MIKE HARRIS INTERVENTION FACTS

ALL FACTS HAVE BEEN AUTHENTICATED AND CAN BE PROVED IN A COURT OF LAW

June 6, 1991
Mike Harris attends a private dinner meeting at Bigliardi's Steak House to discuss strategy for securing the Adams Mine site for Toronto's garbage.
Among those present with Mr. Harris at the meeting were:
-Gordon McGuinty, head of Notre Development and very good friend according to Mike Harris
-Joe Mavrinac, then Mayor of Kirkland Lake, and dump promoter
-Bob Ferguson, then City of Toronto Public Works Commissioner
-Joan King, City of Toronto Councillor
-Peter Minogue, best friend of Mike Harris

1992
Mike Harris' best frind Peter Minogue uses his holding company to invest in the Adams Mine project (North Bay Nugget, January 24, 2001).
-according to Gordon McGuinty, Mr.
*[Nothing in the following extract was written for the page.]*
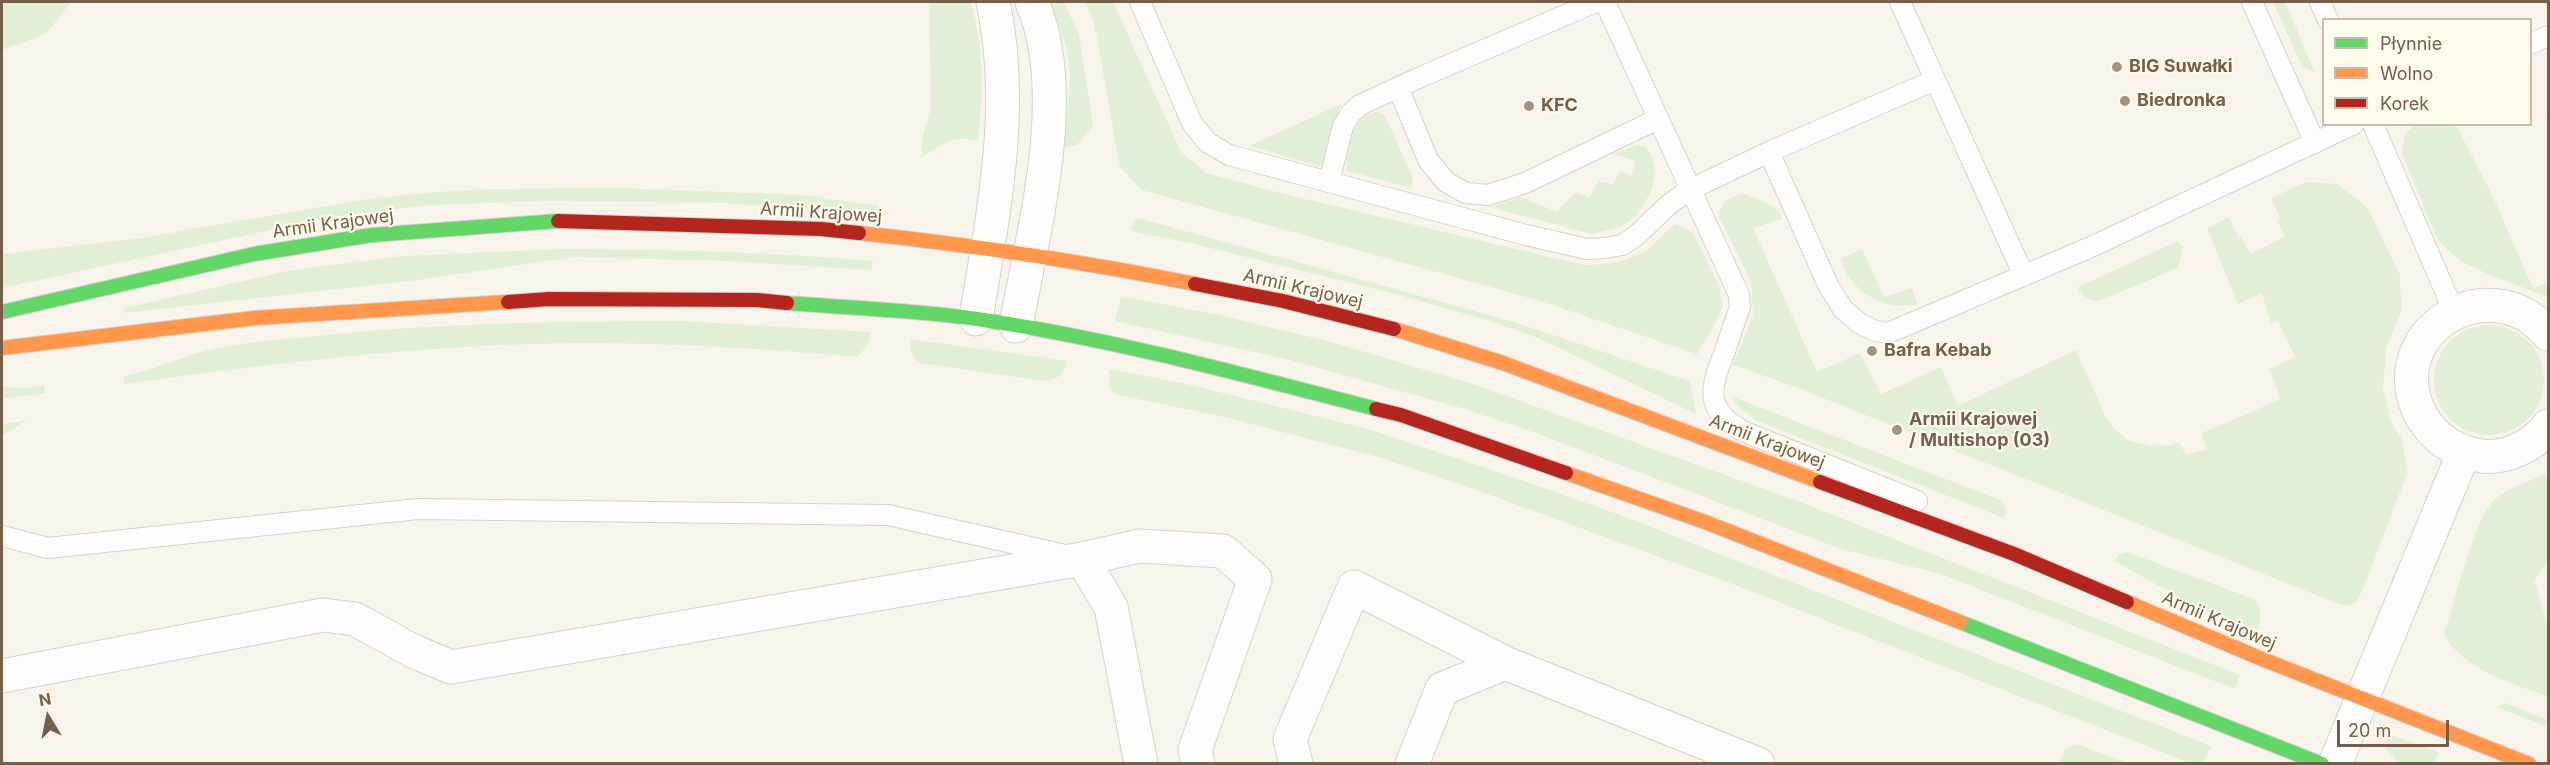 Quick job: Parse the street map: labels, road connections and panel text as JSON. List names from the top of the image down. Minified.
{"streets":{"main road":["Armii Krajowej"]},"places":["BIG Suwałki","Biedronka","KFC","Bafra Kebab","Armii Krajowej / Multishop (03)"],"legend":["Płynnie","Wolno","Korek"],"scale_bar":"20 m","north":"top"}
Minogue was one of the companies intial 20 investors (Toronto Star, January 25, 2001)

February 25, 1993
Mike Harris invites Metro Councillor Paul Christie and Kirkland Lake Mayor Joe Mavrinac onto his cable show to sell the Adams Mine project. In response to a caller's question, Mike Harris endorses the project.
-question-'Should you become Premier and your party forms a government would you undertake now to insure that the option of rail hauling waste to Kirkland Lake would be given full consideration as a viable economical and environmental solution to Toronto's garbage?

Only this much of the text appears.